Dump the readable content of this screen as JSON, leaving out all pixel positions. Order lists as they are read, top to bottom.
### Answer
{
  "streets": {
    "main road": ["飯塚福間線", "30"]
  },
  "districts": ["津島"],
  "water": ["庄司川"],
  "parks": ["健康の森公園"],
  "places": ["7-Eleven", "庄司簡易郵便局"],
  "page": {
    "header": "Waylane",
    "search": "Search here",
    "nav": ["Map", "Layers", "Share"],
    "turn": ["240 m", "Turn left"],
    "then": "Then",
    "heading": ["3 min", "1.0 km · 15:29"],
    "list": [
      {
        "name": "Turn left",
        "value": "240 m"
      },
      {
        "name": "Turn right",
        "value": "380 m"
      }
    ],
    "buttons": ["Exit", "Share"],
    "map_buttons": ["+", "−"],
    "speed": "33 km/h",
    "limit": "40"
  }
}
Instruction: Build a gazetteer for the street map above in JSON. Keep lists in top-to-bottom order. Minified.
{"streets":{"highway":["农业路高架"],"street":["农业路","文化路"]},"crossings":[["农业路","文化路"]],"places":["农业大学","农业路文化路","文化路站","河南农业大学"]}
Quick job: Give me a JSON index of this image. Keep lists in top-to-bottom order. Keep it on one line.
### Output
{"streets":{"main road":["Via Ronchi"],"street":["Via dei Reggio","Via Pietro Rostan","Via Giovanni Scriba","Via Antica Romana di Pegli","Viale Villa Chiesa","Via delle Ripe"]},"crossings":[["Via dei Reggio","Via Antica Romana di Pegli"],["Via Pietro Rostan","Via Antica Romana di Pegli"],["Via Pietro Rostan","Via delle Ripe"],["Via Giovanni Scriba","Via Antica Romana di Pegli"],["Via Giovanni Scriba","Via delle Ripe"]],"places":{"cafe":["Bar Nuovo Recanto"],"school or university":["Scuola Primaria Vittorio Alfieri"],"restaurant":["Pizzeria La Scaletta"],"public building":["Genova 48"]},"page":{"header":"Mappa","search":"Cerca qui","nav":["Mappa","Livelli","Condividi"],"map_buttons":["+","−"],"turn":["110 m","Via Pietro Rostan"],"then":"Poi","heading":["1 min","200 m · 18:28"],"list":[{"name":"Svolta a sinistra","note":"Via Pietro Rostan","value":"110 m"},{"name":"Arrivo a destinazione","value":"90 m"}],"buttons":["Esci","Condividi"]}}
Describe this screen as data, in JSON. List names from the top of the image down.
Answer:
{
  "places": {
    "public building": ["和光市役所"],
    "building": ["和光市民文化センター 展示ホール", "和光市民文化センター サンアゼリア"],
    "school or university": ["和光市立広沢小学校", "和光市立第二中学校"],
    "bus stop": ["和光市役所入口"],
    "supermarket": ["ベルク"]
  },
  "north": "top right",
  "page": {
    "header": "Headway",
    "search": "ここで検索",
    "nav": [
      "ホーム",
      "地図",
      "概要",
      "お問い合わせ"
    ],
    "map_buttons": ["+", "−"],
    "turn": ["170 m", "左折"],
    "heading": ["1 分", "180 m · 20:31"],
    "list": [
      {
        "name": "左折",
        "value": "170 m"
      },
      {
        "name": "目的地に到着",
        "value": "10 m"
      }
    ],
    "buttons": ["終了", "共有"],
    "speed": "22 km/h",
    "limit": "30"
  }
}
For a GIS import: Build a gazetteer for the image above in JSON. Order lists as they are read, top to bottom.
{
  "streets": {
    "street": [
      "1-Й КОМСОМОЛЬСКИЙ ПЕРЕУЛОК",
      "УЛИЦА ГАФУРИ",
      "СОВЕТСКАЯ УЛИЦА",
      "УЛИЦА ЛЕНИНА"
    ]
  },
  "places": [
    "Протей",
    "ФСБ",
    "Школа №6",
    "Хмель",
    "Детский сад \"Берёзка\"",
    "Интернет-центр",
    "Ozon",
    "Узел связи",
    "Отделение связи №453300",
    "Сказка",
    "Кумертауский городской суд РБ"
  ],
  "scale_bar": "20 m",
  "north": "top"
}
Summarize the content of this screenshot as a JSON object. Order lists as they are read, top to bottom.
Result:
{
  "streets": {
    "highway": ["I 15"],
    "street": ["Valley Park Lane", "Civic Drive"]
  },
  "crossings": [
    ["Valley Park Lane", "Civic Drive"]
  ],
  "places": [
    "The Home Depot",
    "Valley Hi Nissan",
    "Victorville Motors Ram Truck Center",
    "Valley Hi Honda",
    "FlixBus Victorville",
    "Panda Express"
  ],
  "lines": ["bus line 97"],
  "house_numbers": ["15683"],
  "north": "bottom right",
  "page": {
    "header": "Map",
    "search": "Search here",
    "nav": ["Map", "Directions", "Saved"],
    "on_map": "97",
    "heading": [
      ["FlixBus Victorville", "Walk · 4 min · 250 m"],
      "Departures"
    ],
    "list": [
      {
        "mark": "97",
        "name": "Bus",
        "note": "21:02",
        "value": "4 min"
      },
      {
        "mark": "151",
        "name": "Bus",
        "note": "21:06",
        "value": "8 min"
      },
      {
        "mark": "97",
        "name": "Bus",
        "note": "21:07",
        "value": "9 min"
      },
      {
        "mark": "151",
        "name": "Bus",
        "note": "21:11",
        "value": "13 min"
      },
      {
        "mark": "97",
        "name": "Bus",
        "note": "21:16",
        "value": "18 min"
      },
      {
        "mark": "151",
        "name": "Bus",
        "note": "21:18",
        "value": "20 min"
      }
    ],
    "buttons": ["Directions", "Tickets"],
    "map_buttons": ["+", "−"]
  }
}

▸ YOUR TASK: In the listing above, transcribe exactly everything from the line containing "Describe this screen" down to the line containing "Summarize the content", including both and nothing more.

▸ COMPLETED EXERCISE:
Describe this screen as data, in JSON. List names from the top of the image down.
Answer:
{
  "places": {
    "public building": ["和光市役所"],
    "building": ["和光市民文化センター 展示ホール", "和光市民文化センター サンアゼリア"],
    "school or university": ["和光市立広沢小学校", "和光市立第二中学校"],
    "bus stop": ["和光市役所入口"],
    "supermarket": ["ベルク"]
  },
  "north": "top right",
  "page": {
    "header": "Headway",
    "search": "ここで検索",
    "nav": [
      "ホーム",
      "地図",
      "概要",
      "お問い合わせ"
    ],
    "map_buttons": ["+", "−"],
    "turn": ["170 m", "左折"],
    "heading": ["1 分", "180 m · 20:31"],
    "list": [
      {
        "name": "左折",
        "value": "170 m"
      },
      {
        "name": "目的地に到着",
        "value": "10 m"
      }
    ],
    "buttons": ["終了", "共有"],
    "speed": "22 km/h",
    "limit": "30"
  }
}
For a GIS import: Build a gazetteer for the image above in JSON. Order lists as they are read, top to bottom.
{
  "streets": {
    "street": [
      "1-Й КОМСОМОЛЬСКИЙ ПЕРЕУЛОК",
      "УЛИЦА ГАФУРИ",
      "СОВЕТСКАЯ УЛИЦА",
      "УЛИЦА ЛЕНИНА"
    ]
  },
  "places": [
    "Протей",
    "ФСБ",
    "Школа №6",
    "Хмель",
    "Детский сад \"Берёзка\"",
    "Интернет-центр",
    "Ozon",
    "Узел связи",
    "Отделение связи №453300",
    "Сказка",
    "Кумертауский городской суд РБ"
  ],
  "scale_bar": "20 m",
  "north": "top"
}
Summarize the content of this screenshot as a JSON object. Order lists as they are read, top to bottom.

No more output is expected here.